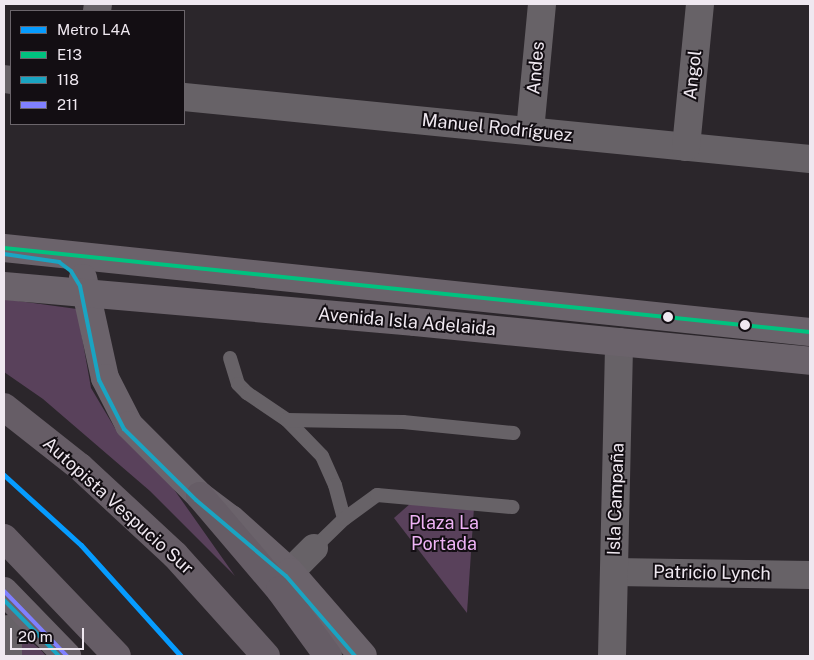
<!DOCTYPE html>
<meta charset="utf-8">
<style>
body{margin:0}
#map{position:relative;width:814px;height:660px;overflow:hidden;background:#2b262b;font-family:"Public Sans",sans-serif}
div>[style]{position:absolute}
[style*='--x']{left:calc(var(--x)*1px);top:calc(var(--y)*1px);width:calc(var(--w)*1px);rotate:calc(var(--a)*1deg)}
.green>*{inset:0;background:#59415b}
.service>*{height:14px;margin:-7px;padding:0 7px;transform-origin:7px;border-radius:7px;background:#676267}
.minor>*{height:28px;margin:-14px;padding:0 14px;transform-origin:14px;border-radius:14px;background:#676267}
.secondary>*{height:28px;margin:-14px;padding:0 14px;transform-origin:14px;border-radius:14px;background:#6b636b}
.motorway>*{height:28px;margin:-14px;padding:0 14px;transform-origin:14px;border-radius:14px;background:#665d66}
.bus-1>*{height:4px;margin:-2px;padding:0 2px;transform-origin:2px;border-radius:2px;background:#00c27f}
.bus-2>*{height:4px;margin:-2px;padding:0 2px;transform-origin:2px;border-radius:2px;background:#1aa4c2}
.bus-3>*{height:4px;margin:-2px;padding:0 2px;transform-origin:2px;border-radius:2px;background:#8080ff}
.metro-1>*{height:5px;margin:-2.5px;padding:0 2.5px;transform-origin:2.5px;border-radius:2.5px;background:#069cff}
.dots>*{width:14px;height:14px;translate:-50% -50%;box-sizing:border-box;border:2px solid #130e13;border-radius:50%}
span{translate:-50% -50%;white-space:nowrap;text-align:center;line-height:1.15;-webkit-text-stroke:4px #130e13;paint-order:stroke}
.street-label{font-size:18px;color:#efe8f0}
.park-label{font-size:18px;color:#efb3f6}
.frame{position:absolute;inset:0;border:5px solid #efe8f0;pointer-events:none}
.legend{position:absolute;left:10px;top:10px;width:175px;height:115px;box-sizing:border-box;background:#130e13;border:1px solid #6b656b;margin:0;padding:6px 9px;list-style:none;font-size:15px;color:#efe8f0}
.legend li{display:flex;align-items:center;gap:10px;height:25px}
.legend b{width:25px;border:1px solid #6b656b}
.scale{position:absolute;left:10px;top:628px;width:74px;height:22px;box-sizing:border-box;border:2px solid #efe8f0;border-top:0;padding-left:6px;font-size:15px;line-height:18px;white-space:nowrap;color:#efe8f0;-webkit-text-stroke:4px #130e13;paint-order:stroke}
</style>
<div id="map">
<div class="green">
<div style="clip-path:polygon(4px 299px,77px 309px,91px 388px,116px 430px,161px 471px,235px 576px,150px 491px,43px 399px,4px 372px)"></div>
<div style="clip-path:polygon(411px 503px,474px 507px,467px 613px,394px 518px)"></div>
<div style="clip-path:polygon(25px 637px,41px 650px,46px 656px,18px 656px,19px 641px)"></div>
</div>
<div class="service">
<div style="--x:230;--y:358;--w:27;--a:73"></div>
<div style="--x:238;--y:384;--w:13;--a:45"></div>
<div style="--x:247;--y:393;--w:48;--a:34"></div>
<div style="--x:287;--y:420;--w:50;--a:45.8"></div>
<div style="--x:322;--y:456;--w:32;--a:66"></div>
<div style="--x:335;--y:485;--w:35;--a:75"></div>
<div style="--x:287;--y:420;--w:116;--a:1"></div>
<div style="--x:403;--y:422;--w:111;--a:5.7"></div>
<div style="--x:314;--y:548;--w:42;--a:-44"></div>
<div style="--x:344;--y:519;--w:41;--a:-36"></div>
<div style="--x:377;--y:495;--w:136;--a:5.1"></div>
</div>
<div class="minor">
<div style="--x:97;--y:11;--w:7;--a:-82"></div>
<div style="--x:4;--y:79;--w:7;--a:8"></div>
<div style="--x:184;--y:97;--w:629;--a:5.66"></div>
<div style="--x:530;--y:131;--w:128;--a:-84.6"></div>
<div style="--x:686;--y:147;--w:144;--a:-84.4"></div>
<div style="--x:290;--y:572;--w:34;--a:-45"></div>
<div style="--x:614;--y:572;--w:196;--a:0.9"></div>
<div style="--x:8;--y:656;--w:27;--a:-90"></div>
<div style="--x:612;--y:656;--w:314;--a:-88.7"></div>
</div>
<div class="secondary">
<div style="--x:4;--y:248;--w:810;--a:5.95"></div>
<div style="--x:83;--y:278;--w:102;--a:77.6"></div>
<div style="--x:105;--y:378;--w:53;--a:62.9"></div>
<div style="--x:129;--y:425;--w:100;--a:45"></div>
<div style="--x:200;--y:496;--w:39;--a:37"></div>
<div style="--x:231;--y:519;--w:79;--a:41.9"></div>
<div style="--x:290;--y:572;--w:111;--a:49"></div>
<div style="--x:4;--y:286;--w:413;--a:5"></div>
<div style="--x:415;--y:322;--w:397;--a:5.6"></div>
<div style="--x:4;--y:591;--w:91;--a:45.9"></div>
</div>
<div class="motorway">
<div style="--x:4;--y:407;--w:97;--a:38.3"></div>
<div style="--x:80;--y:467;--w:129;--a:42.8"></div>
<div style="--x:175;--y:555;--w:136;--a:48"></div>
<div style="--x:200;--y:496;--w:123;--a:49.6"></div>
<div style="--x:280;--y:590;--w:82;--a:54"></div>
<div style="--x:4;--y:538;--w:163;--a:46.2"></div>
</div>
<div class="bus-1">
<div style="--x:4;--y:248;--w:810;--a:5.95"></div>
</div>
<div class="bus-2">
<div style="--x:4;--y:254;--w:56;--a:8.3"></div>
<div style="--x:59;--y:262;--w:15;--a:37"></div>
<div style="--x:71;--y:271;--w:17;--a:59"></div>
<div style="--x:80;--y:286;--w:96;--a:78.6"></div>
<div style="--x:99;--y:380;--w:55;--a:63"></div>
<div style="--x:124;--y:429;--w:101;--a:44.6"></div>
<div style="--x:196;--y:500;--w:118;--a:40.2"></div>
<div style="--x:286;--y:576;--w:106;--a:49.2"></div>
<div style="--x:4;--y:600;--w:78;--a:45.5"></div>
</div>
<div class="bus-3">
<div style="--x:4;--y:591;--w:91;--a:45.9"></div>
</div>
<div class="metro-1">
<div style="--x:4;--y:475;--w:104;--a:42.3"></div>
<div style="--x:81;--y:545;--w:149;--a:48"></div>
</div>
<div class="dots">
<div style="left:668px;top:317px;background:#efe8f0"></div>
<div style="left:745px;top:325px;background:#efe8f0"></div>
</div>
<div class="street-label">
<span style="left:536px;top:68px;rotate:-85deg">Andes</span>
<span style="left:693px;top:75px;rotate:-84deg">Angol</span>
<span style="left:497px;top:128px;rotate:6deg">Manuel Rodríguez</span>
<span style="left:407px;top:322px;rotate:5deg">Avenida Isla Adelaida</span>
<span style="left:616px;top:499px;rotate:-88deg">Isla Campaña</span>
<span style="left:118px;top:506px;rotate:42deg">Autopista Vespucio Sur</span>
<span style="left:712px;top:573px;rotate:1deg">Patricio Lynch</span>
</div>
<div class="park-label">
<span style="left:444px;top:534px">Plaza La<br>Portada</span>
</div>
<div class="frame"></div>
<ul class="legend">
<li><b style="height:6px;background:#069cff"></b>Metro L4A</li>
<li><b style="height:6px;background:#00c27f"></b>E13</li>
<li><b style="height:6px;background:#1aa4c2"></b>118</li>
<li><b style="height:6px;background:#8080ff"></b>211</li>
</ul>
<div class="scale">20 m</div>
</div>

= Your assignment =
For the string "green", report how many lines of the records contain it, giving the number only.

= Exercise output =
2